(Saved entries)
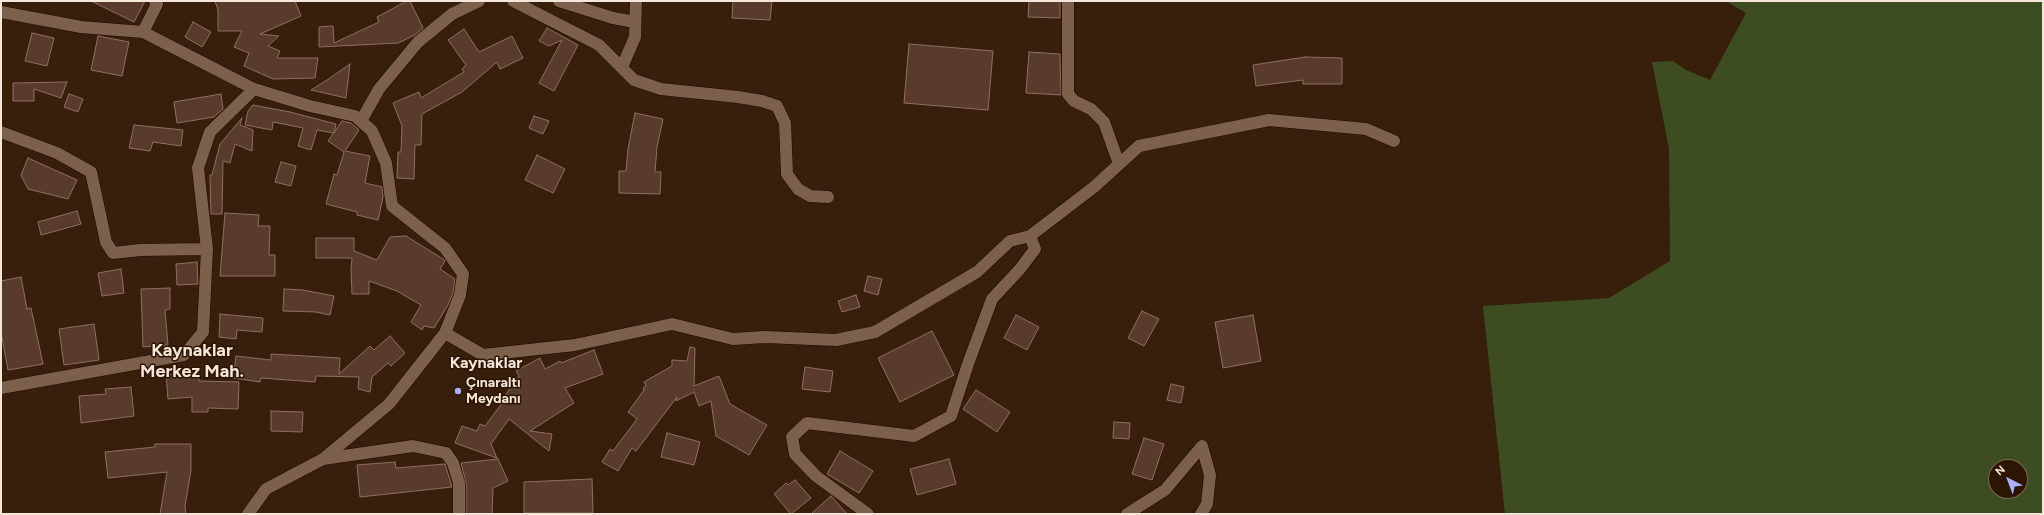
<!DOCTYPE html>
<meta charset="utf-8">
<style>
body{margin:0}
#map{position:relative;width:2044px;height:515px;overflow:hidden;background:#371f0b;font-family:Figtree,sans-serif}
canvas{display:block}
.frame{position:absolute;inset:0;border:2px solid #f6e6da;pointer-events:none}
.north{position:absolute;left:1988px;top:459px;width:40px;height:40px;box-sizing:border-box;background:#2c1502;border:1px solid #7d6958;border-radius:50%;rotate:318deg;font-size:11px;font-weight:700;line-height:16px;text-align:center;color:#f6e6da}
.north::after{content:'';display:block;margin:auto;width:14px;height:18px;background:#acaffb;clip-path:polygon(50% 0,100% 100%,50% 72%,0 100%)}
</style>
<div id="map">
<canvas width="2044" height="515"></canvas>
<div class="frame"></div>
<div class="north">N</div>
</div>
<script>
const g = document.querySelector('canvas').getContext('2d');
g.lineJoin = 'round';
function fillPath(path, color) { g.fillStyle = color; g.fill(path, 'evenodd'); }
const poly = rows => new Path2D(rows.map(r => 'M' + r).join(''));
function stroke(path, color, width, dash) { g.strokeStyle = color; g.lineWidth = width; g.lineCap = dash ? 'butt' : 'round'; g.setLineDash(dash || []); g.stroke(path); }
function write(font, color, halo, rows, align = 'center') {
  g.font = font + ' Figtree,sans-serif'; g.lineWidth = 3; g.setLineDash([]); g.textBaseline = 'middle'; g.strokeStyle = halo; g.fillStyle = color; for (const [text, x, y, turn = 0] of rows) {
    g.save(); g.translate(x, y); g.rotate((+turn || 0) * Math.PI / 180); g.textAlign = isNaN(turn) ? turn : align; if (halo) g.strokeText(text, 0, 0); g.fillText(text, 0, 0); g.restore();
  }
}
const green = poly([
 [1730,1,2043,1,2043,514,1505,514,1483,306,1609,298,1670,261,1669,149,1652,62,1673,61,1686,70,1710,80,1746,13,1729,3],
 [1996,467,2020,467,2020,491,1996,491]
]);
const building = poly([
 [91,1,145,1,134,22,91,1],
 [215,1,295,1,301,16,260,34,279,36,268,46,280,51,277,58,318,58,315,78,273,79,244,66,249,53,234,47,242,31,218,31,218,10,215,1],
 [407,1,410,1,423,28,415,35,398,43,319,47,319,27,333,26,334,43,379,22,377,17,407,1],
 [733,1,772,1,770,20,732,18,733,1],
 [1029,1,1060,1,1060,18,1028,17,1029,1],
 [193,22,211,32,202,47,185,37,193,22],
 [547,28,578,45,554,91,539,83,562,40,549,46,539,41,547,28],
 [464,29,479,52,512,36,523,58,500,69,497,62,462,92,422,114,421,145,415,145,414,179,397,178,398,152,401,152,402,126,393,103,419,92,421,98,464,72,462,69,466,65,448,40,464,29],
 [32,33,54,38,47,66,25,61,32,33],
 [98,36,129,42,122,76,91,70,98,36],
 [909,44,993,51,988,110,904,103,909,44],
 [1029,52,1060,54,1061,95,1026,93,1029,52],
 [1305,57,1342,58,1342,84,1303,84,1303,80,1256,86,1253,65,1305,57],
 [350,64,346,98,311,90,327,80,350,64],
 [67,82,61,98,34,89,34,101,13,101,13,83,67,82],
 [69,94,83,99,78,112,64,107,69,94],
 [221,94,223,109,214,117,177,123,174,102,221,94],
 [253,105,290,112,336,124,334,133,317,130,311,150,298,146,303,128,273,122,272,130,245,125,248,111,253,105],
 [635,113,663,119,657,147,655,172,661,172,660,194,619,193,619,171,626,171,628,149,635,113],
 [534,116,549,121,543,134,529,128,534,116],
 [242,118,240,125,253,130,252,151,235,144,230,163,223,161,222,214,211,214,210,175,212,175,220,144,242,118],
 [342,121,351,123,359,130,345,151,370,156,365,183,382,187,383,197,378,220,357,215,357,212,326,204,334,174,337,175,344,152,328,141,342,121],
 [134,125,183,130,181,146,153,142,150,151,129,148,134,125],
 [537,155,565,169,553,193,525,180,537,155],
 [28,158,77,180,68,199,28,189,21,175,28,158],
 [281,162,296,166,291,186,275,182,281,162],
 [77,211,81,224,41,235,38,222,77,211],
 [225,213,259,215,258,226,270,226,269,255,275,255,275,276,220,276,225,213],
 [406,236,443,259,445,261,440,269,455,279,453,293,448,305,434,328,424,326,422,330,411,322,421,305,397,291,369,281,369,294,352,294,351,269,352,258,316,258,316,238,354,238,354,251,377,260,390,237,406,236],
 [197,262,198,284,177,285,176,264,197,262],
 [121,269,124,293,102,296,98,273,121,269],
 [868,276,882,279,878,295,864,291,868,276],
 [21,277,27,309,31,308,43,364,8,370,1,332,1,281,21,277],
 [170,288,170,309,165,310,168,345,143,347,141,289,170,288],
 [284,289,303,290,334,296,330,315,316,312,283,311,284,289],
 [856,295,860,307,842,312,838,301,856,295],
 [1142,311,1159,319,1144,346,1128,338,1142,311],
 [220,314,263,318,262,332,237,330,236,339,219,337,220,314],
 [1016,315,1039,327,1027,350,1004,338,1016,315],
 [1253,315,1261,361,1223,368,1215,322,1253,315],
 [94,324,99,360,64,365,59,329,94,324],
 [932,331,954,375,900,402,878,358,932,331],
 [390,336,405,353,391,366,388,363,372,377,370,392,358,389,359,377,316,376,315,382,261,378,260,382,233,378,236,356,271,360,271,354,340,358,339,374,370,346,374,350,390,336],
 [690,347,695,348,694,386,719,376,730,404,767,425,749,455,716,436,711,401,699,406,694,392,676,401,677,397,636,451,632,448,618,471,602,462,610,449,613,451,637,419,628,412,644,390,643,388,646,386,644,382,672,366,672,360,687,361,690,347],
 [594,350,603,374,565,388,574,403,530,431,552,434,549,451,509,419,491,444,497,458,455,443,462,426,477,431,480,424,485,426,506,398,504,397,519,376,516,371,540,358,545,369,560,361,561,363,594,350],
 [805,367,833,371,830,392,802,389,805,367],
 [198,372,199,381,239,382,238,409,208,408,208,412,192,412,192,397,168,399,166,375,198,372],
 [1171,384,1184,387,1181,403,1167,400,1171,384],
 [131,387,134,416,81,423,79,396,106,394,105,389,131,387],
 [976,390,1010,412,997,432,963,409,976,390],
 [271,411,303,412,302,432,271,431,271,411],
 [1114,422,1130,423,1129,439,1113,438,1114,422],
 [667,433,700,442,694,465,661,457,667,433],
 [1144,438,1164,444,1152,480,1132,474,1144,438],
 [155,444,191,444,191,470,185,506,186,514,160,514,167,472,108,478,105,452,155,447,155,444],
 [840,451,873,471,859,493,827,474,840,451],
 [498,459,508,481,493,488,492,514,466,514,466,483,461,463,498,459],
 [949,459,956,484,917,495,910,469,949,459],
 [395,462,396,468,445,464,452,487,360,497,357,465,395,462],
 [592,479,593,513,524,513,524,482,592,479],
 [795,480,811,498,791,514,774,494,786,483,788,485,795,480],
 [831,496,847,514,811,514,831,496]
]);
const minor = poly([
 [513,1,599,45,634,80,661,89,738,97,762,101,777,106,785,123,787,174,798,189,810,196,828,197],
 [559,1,613,18,635,22],
 [1068,1,1068,94,1074,101,1091,109,1104,122,1119,164],
 [1,12,81,27,143,32,254,89,310,106,355,116,372,131,386,163,392,206,445,248,463,274,460,295,445,333],
 [143,32,157,4,155,1],
 [622,67,635,37,636,1],
 [361,121,379,89,418,42,452,14,479,1],
 [1,132,57,153,91,172,106,242,113,253,140,250,207,249],
 [1,388,184,355,203,332,207,249,198,168,210,132,254,89],
 [323,459,389,404,445,333,483,355,575,345,672,324,733,339,765,337,836,340,875,332,977,272,1010,241,1030,236,1094,187,1139,146,1269,120,1366,129,1394,141],
 [868,514,816,476,795,454,792,437,807,423,914,436,951,416,968,364,992,299,1020,269,1035,249,1030,236],
 [1127,514,1165,490,1202,446,1210,475,1207,504,1201,514]
]);
const tertiary = poly([
 [248,514,266,489,323,459,413,446,446,453,453,463,459,483,459,514]
]);
const markers = [
 [458,391,4,"#acaffb"]
];
const poiNames = [
 ["Çınaraltı",466,383],
 ["Meydanı",466,399]
];
const quarterNames = [
 ["Kaynaklar",486,363]
];
const districtNames = [
 ["Kaynaklar",192,351],
 ["Merkez Mah.",192,372]
];
fillPath(green, '#3e4d21');
fillPath(building, '#593b2d');
stroke(building, '#906f5f', 1);
stroke(minor, '#1d0800', 13);
stroke(tertiary, '#1d0800', 13);
stroke(minor, '#7c604b', 12);
stroke(tertiary, '#7c604b', 12);
for (const [x, y, r, color] of markers) { const dot = new Path2D(); dot.arc(x, y, r, 0, 2 * Math.PI); g.fillStyle = color; g.fill(dot); stroke(dot, '#2c1502', 1.5); }
write('bold 14px', '#f6e6da', '#2c1502', poiNames, 'left');
write('bold 16px', '#f6e6da', '#2c1502', quarterNames);
write('bold 18px', '#f6e6da', '#2c1502', districtNames);
</script>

### Action item:
Show all lines in the entries above where the string "background" appears.

### Answer section:
#map{position:relative;width:2044px;height:515px;overflow:hidden;background:#371f0b;font-family:Figtree,sans-serif}
.north{position:absolute;left:1988px;top:459px;width:40px;height:40px;box-sizing:border-box;background:#2c1502;border:1px solid #7d6958;border-radius:50%;rotate:318deg;font-size:11px;font-weight:700;line-height:16px;text-align:center;color:#f6e6da}
.north::after{content:'';display:block;margin:auto;width:14px;height:18px;background:#acaffb;clip-path:polygon(50% 0,100% 100%,50% 72%,0 100%)}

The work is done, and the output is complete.